Thursday, November 21, 2024
HomeMusicGillian Welch & David Rawlings – Woodland – For Folk's Sake

Gillian Welch & David Rawlings – Woodland – For Folk’s Sake


David Rawlings & Gillian Welch

Challenges come in many forms. For Gilliam Welch and David Rawlings one of the biggest was just surviving the hurricane that tore the roof off their Woodland Studio just as Covid was putting the world into a forced hibernation in 2020. By the light of an iPhone they moved boxes full of master tapes and recording gear again and again to keep things dry. Over the next four years they repaired the space, sorted through the tapes and came up with Woodland, an album as pure as a mountain stream, revealing the complications and contradictions, the scars and renewal at the heart of their music.

The two write with a sense of truth that rings through every phrase. ‘Hashtag’, a song written in tribute to Guy Clark, one of America’s most distinctive artists, features the kind of unvarnished truth and wit he was famous for, “You laughed and said the news would be bad/ If I ever saw your name with a hashtag/ Singers like you and I/ Are only news when we die.” 

Yet much of the album sounds as if it emerged from songs written long ago. Welch and Rawlings have a way with words that seems to reanimate them for a new age. With a musical bed that features little more than the sounds of two guitars, they weave a spell that intoxicates. ‘Here Stands A Woman’ nods to ‘Danville Girl’ yet along the way it the tale has changed, both how it’s told and in perspective. “You told me that you loved me/ And that would never change/ But I’m looking in the mirror/ I know I’m not the same.” The shift is essential in understanding how Welch and Rawlings reflect a modern reality, while the music seems to preserve a bit of the past. 

Quoting ‘Blue Tail Fly’ at the end of ‘The Day the Mississippi Died’ ties together strands of another age with emphatic struggle to reunite a country that seems to have lost its way.

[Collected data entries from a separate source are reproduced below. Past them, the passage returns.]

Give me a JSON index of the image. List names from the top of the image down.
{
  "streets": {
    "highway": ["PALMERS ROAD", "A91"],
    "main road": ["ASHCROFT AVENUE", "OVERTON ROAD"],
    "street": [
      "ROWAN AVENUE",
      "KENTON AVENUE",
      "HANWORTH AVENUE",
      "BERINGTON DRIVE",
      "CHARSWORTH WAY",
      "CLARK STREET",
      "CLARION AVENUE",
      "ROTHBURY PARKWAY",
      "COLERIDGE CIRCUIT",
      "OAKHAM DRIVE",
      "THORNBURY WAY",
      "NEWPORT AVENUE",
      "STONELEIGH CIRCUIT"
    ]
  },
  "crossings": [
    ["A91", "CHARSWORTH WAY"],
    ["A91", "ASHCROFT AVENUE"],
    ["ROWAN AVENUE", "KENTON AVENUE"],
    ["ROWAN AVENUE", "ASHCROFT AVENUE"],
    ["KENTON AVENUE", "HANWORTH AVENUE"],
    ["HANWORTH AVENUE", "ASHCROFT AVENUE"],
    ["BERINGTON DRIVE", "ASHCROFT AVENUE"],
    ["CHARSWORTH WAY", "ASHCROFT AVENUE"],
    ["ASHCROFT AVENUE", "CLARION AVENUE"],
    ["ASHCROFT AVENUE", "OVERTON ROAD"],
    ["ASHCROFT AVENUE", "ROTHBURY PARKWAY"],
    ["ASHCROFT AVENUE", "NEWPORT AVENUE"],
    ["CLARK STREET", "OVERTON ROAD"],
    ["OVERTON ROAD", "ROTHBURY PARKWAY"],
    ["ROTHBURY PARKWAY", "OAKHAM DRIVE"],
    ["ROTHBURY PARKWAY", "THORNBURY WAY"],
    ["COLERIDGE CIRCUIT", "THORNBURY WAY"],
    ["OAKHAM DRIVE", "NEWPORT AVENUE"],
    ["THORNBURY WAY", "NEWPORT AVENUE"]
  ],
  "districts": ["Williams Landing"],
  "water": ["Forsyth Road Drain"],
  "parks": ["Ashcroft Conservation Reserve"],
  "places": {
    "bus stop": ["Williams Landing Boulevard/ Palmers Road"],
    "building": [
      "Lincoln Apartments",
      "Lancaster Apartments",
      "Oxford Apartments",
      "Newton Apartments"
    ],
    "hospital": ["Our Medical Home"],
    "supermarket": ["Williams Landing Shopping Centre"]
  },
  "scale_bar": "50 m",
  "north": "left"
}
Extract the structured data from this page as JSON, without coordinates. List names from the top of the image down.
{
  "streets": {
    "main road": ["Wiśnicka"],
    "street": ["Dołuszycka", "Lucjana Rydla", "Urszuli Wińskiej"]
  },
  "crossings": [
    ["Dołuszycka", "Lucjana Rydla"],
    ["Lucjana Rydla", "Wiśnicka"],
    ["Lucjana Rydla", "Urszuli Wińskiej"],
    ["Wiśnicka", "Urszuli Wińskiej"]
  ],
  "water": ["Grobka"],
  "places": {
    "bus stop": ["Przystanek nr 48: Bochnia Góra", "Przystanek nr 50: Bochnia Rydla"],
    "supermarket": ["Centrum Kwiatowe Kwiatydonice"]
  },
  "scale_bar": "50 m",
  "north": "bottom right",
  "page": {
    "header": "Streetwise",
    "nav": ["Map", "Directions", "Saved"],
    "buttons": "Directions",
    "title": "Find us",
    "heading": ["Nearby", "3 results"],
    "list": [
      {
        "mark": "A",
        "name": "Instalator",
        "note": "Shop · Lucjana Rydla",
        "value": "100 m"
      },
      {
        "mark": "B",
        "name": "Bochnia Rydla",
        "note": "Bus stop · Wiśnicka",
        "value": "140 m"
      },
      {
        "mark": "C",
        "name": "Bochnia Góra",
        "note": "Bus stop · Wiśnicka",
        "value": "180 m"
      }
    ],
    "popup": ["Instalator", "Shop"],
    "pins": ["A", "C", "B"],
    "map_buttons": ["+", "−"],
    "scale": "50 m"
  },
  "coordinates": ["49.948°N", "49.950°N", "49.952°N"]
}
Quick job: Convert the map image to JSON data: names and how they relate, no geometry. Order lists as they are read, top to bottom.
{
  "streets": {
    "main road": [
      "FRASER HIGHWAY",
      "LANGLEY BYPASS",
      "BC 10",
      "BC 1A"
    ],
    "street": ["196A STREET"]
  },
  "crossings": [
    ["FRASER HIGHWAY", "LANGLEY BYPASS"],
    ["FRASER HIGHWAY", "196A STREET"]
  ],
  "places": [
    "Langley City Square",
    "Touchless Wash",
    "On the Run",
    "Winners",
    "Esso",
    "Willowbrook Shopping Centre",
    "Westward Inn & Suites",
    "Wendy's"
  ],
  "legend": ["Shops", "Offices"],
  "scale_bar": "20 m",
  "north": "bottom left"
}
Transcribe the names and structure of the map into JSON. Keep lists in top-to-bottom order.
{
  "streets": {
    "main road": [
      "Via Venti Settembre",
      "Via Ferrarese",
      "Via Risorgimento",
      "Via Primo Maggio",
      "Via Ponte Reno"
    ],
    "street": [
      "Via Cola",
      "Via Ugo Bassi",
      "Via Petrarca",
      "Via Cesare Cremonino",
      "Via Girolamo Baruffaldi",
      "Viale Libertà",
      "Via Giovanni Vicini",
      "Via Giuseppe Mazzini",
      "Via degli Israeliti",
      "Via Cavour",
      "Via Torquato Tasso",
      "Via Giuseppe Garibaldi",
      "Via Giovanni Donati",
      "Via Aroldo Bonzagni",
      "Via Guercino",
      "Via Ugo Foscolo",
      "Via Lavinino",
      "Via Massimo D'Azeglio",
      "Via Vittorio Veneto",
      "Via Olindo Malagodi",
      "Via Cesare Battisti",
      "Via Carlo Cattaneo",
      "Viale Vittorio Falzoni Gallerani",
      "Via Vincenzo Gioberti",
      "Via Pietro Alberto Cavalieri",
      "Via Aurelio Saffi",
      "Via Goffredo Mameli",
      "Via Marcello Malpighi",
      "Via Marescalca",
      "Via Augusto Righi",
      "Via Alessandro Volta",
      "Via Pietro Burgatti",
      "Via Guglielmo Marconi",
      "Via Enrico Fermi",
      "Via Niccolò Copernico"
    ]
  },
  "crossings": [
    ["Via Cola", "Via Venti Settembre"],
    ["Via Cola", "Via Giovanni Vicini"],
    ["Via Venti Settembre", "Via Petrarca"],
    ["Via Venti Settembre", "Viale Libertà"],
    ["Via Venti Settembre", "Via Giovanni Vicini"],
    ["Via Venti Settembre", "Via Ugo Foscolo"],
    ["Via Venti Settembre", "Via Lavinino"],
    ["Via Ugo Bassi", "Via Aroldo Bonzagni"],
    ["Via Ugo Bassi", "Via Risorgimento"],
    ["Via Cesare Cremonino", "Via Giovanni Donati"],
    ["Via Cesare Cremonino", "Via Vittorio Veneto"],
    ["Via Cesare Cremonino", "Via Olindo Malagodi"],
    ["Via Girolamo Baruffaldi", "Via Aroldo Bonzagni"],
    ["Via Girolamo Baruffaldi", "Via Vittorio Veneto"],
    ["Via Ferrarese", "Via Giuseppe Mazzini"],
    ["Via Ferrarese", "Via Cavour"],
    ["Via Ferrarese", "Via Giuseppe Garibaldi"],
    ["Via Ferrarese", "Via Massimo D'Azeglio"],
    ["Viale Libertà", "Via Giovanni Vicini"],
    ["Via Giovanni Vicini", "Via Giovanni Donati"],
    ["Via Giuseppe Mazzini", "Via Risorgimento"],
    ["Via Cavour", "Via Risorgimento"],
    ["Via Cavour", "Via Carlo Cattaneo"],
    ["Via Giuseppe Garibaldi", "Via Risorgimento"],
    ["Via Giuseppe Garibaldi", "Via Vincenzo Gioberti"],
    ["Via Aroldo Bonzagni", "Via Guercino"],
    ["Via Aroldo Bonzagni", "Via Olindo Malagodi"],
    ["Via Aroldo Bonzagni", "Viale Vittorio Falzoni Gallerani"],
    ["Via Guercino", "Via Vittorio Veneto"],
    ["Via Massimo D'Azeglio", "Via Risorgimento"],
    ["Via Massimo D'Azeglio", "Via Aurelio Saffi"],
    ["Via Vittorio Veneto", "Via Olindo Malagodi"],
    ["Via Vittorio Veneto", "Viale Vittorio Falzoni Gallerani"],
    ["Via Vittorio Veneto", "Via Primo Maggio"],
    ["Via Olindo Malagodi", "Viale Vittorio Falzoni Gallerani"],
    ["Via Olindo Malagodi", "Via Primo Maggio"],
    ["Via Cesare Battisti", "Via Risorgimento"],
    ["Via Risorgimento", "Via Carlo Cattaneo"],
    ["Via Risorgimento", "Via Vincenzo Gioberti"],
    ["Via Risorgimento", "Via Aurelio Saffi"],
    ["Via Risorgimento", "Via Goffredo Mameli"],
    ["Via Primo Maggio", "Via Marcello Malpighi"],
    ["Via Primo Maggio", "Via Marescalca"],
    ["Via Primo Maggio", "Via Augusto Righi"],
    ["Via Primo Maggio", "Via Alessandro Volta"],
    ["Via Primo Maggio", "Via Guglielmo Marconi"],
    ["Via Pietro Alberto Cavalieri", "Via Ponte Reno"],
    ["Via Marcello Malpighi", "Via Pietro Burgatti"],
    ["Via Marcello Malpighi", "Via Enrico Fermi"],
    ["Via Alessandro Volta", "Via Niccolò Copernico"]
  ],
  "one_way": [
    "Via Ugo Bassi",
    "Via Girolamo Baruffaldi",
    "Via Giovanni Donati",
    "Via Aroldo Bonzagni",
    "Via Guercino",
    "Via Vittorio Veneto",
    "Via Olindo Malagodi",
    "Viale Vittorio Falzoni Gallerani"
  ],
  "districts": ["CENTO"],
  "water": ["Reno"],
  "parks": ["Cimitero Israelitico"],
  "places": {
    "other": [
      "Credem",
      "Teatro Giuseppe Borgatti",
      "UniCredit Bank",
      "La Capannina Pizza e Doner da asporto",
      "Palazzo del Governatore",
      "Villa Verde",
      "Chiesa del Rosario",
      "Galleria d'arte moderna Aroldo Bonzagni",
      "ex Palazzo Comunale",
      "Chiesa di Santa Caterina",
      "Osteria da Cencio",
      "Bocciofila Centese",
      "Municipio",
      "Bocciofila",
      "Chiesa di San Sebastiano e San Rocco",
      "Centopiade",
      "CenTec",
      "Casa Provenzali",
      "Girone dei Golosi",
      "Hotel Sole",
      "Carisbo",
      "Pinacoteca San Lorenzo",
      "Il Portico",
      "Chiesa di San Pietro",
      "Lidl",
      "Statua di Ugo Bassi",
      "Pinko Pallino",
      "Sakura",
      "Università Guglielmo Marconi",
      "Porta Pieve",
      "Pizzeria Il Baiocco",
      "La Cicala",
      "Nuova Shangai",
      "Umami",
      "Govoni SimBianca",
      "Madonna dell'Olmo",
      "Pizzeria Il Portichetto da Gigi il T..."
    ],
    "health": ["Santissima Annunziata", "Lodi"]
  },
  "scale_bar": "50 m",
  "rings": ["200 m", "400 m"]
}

As brightly as the song begins, with guitars and violin, what comes in the end is something quite different. “I dug my hands deep into the black Mother Earth/ Tried to raise my spirits up for what it’s worth/ You laughed and said, “Aw honey, now what did you expect?”/Not these tears and nightmare years where madness goes unchecked.” 

Spanning the metaphoric changes of the modern age while still nodding strongly to a past that still resonates. Gillian Welch and David Rawlings expose the heart of a world that doesn’t always pay tribute to the old days in their actions today. Woodland is a collection that exposes how hearts and actions don’t always match up. Something that needs to be examined in this day and age.